Once transactions have been grouped into entries, they are ready to be executed by the Solana Virtual Machine (SVM). The accounts necessary for the transaction are locked; checks are run to confirm the transaction is recent but hasn’t already been processed. The accounts are loaded, and the transaction logic is executed, updating the account states. A hash of the entry will be sent to the Proof of History service to be recorded (more on this in the next section). If the recording process is successful, all changes will be committed to the bank, and the locks on each account placed in the first step are lifted.
Solana's high throughput and rapid transaction processing capabilities are largely attributed to its parallel processing architecture. However, a significant limitation in this architecture is the fixed number of banking threads allocated for scheduling transaction execution. Currently, Solana limits the number of banking threads to just four, irrespective of the underlying hardware's capabilities. This constraint results in underutilization of modern multi-core processors, which are increasingly common in node environments.
Banking threads in Solana are responsible for executing transactions, managing state changes, and processing smart contracts. While the parallelism in Solana's architecture theoretically supports high throughput, the artificial limitation of four banking threads leads to several inefficiencies:
1. Underutilization of Multi-Core Processors: Contemporary processors frequently feature 16, 32, or more CPU cores. The restriction to four banking threads on such hardware fails to harness the full computational potential, resulting in significant idle processing capacity.

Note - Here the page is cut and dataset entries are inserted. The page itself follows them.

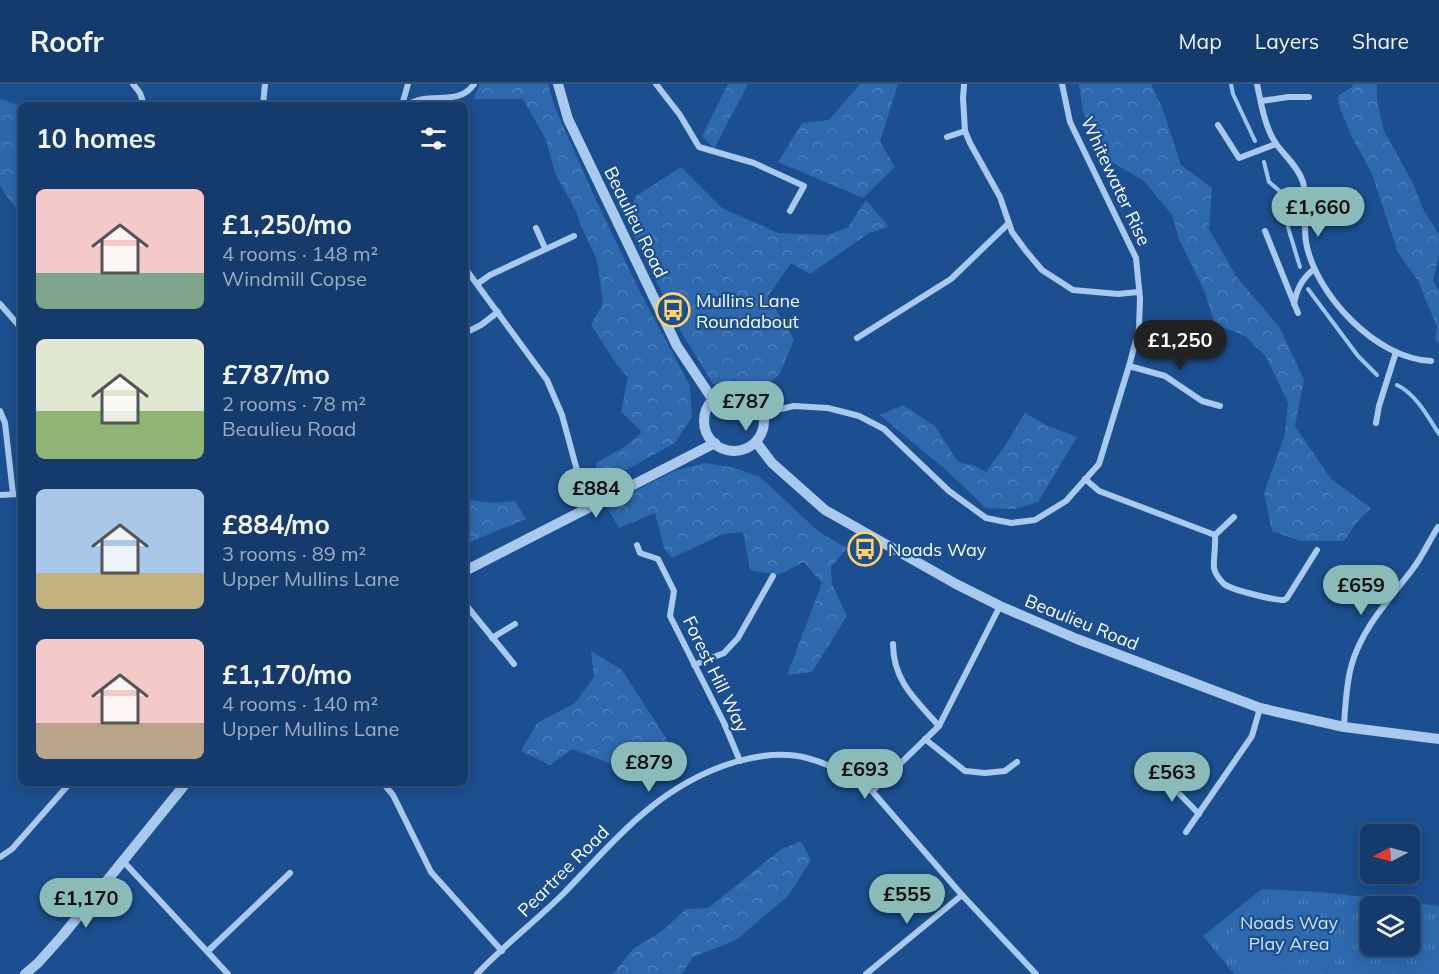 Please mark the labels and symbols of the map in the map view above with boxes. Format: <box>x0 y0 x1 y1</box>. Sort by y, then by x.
street label: Whitewater Rise <box>1076 113 1156 249</box>
street label: Beaulieu Road <box>599 163 673 281</box>
pin: £1,660 <box>1269 187 1367 238</box>
place label: Mullins Lane Roundabout <box>696 289 800 333</box>
bus stop icon: Mullins Lane Roundabout <box>655 292 691 328</box>
pin: £1,250 <box>1131 320 1229 371</box>
pin: £787 <box>710 381 782 432</box>
pin: £884 <box>560 468 632 519</box>
bus stop icon: Noads Way <box>847 531 883 567</box>
place label: Noads Way <box>888 538 987 561</box>
pin: £659 <box>1325 565 1397 616</box>
street label: Beaulieu Road <box>1022 589 1142 655</box>
street label: Forest Hill Way <box>678 612 754 736</box>
pin: £879 <box>613 742 685 793</box>
pin: £693 <box>829 749 901 800</box>
pin: £563 <box>1136 752 1208 803</box>
street label: Peartree Road <box>512 820 614 922</box>
north arrow <box>1360 824 1420 884</box>
pin: £555 <box>871 874 943 925</box>
pin: £1,170 <box>37 878 135 929</box>
park label: Noads Way Play Area <box>1240 911 1339 955</box>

2. Execution Bottlenecks: The limited number of threads introduces a bottleneck in the transaction processing pipeline, constraining the network's ability to handle peak transaction loads. This results in increased latency and reduced throughput.

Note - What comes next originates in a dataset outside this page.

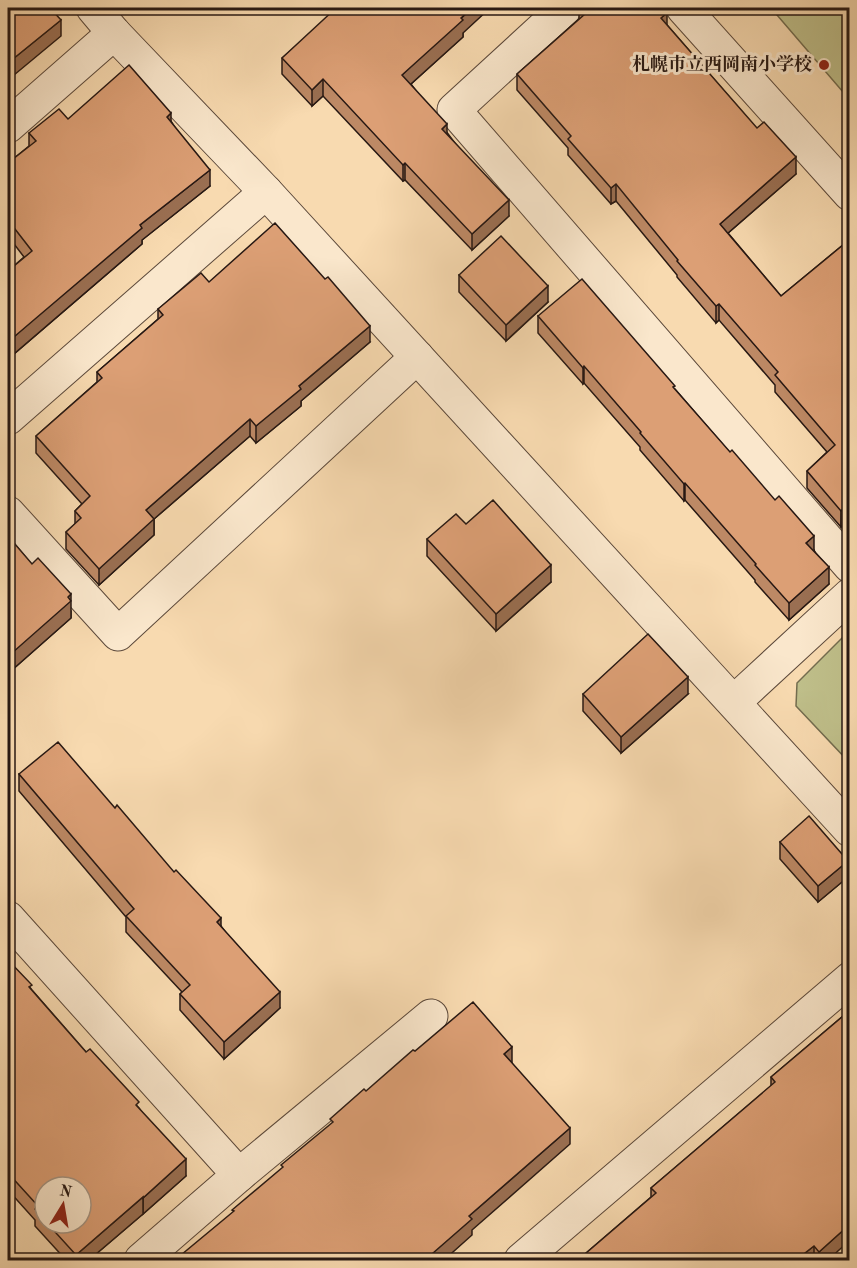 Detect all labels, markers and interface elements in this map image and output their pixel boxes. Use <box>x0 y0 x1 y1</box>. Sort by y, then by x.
place label: 札幌市立西岡南小学校 <box>632 54 812 74</box>
marker: 札幌市立西岡南小学校 <box>817 58 831 72</box>
north arrow <box>33 1175 93 1235</box>
text: N <box>58 1183 74 1201</box>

3. Suboptimal Parallelism: The effectiveness of Solana's parallel processing is curtailed by the thread limitation. As a result, the full benefits of concurrent transaction processing are not realized, diminishing the overall efficiency of the network.
To address these limitations, X1 Blockchain introduces a dynamically scaling execution scheduler. This innovation allows the number of banking threads to scale in accordance with the CPU core count available on the node, optimizing the utilization of modern hardware.

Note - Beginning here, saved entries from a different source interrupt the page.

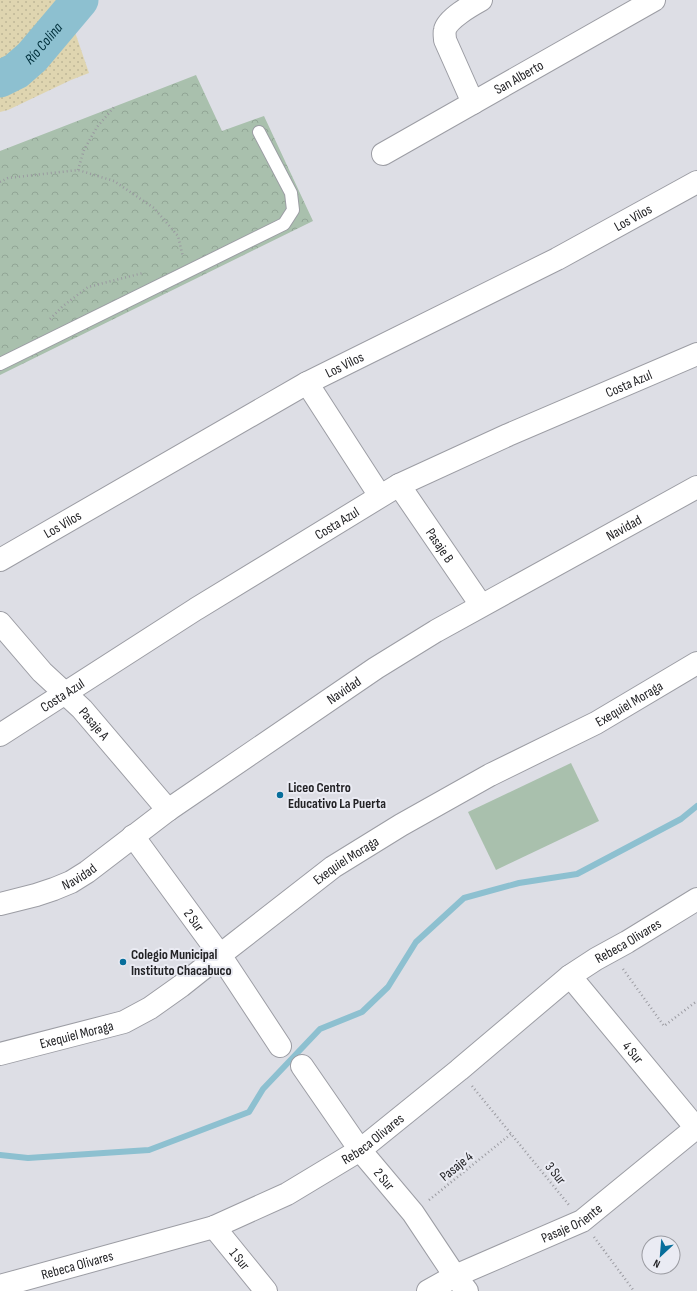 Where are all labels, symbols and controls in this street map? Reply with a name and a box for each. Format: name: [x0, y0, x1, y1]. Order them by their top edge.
water label: Río Colina: [21, 19, 67, 69]
street label: San Alberto: [491, 57, 547, 98]
street label: Los Vilos: [611, 201, 655, 235]
street label: Los Vilos: [323, 348, 366, 382]
street label: Costa Azul: [603, 366, 655, 401]
street label: Costa Azul: [312, 503, 362, 543]
street label: Los Vilos: [41, 507, 84, 542]
street label: Navidad: [603, 511, 645, 544]
street label: Pasaje B: [422, 525, 458, 566]
street label: Navidad: [324, 673, 364, 708]
street label: Costa Azul: [37, 675, 88, 716]
street label: Exequiel Moraga: [592, 677, 666, 730]
street label: Pasaje A: [75, 704, 113, 744]
place label: Liceo Centro Educativo La Puerta: [288, 779, 386, 812]
marker: Liceo Centro Educativo La Puerta: [275, 790, 285, 800]
street label: Exequiel Moraga: [310, 833, 382, 888]
street label: Navidad: [59, 860, 100, 894]
street label: 2 Sur: [180, 906, 208, 935]
street label: Rebeca Olivares: [592, 915, 665, 967]
place label: Colegio Municipal Instituto Chacabuco: [131, 946, 232, 979]
marker: Colegio Municipal Instituto Chacabuco: [118, 957, 128, 967]
street label: Exequiel Moraga: [38, 1017, 115, 1052]
street label: 4 Sur: [619, 1038, 647, 1067]
street label: Rebeca Olivares: [338, 1110, 407, 1168]
street label: Pasaje 4: [436, 1148, 476, 1185]
street label: 3 Sur: [541, 1159, 570, 1188]
street label: 2 Sur: [370, 1165, 398, 1194]
street label: Pasaje Oriente: [539, 1200, 606, 1247]
north arrow: [641, 1235, 681, 1275]
street label: 1 Sur: [226, 1245, 253, 1273]
street label: Rebeca Olivares: [39, 1247, 115, 1283]
text: N: [651, 1256, 662, 1271]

Adaptive Thread Allocation: X1 Blockchain’s execution scheduler dynamically adjusts the number of banking threads based on the detected CPU core count of the node. For instance, on a node with a 32-core processor, the scheduler could allocate up to 32 banking threads, significantly enhancing transaction processing capacity.
Enhanced Parallelism: By leveraging additional threads, X1 Blockchain maximizes parallel transaction processing. This approach minimizes the bottlenecks associated with a limited thread count, leading to a more efficient execution pipeline.
Increased Throughput: The ability to process more transactions concurrently directly correlates with improved network throughput. As more threads are utilized, transaction confirmation times are reduced, particularly under high network load conditions.
Scalability and Future-Proofing: X1 Blockchain's dynamic thread scaling mechanism is designed to scale with advancements in hardware technology. As multi-core processors become more powerful and prevalent, the blockchain can seamlessly scale its execution capabilities, ensuring long-term viability and performance.
By aligning thread allocation with available hardware resources, X1 Blockchain aims to eliminate the bottlenecks that hinder transaction throughput in current blockchain architectures. This approach enhances network efficiency and future-proofs the blockchain against the limitations of present-day systems, ensuring that it can scale effectively as hardware technology evolves.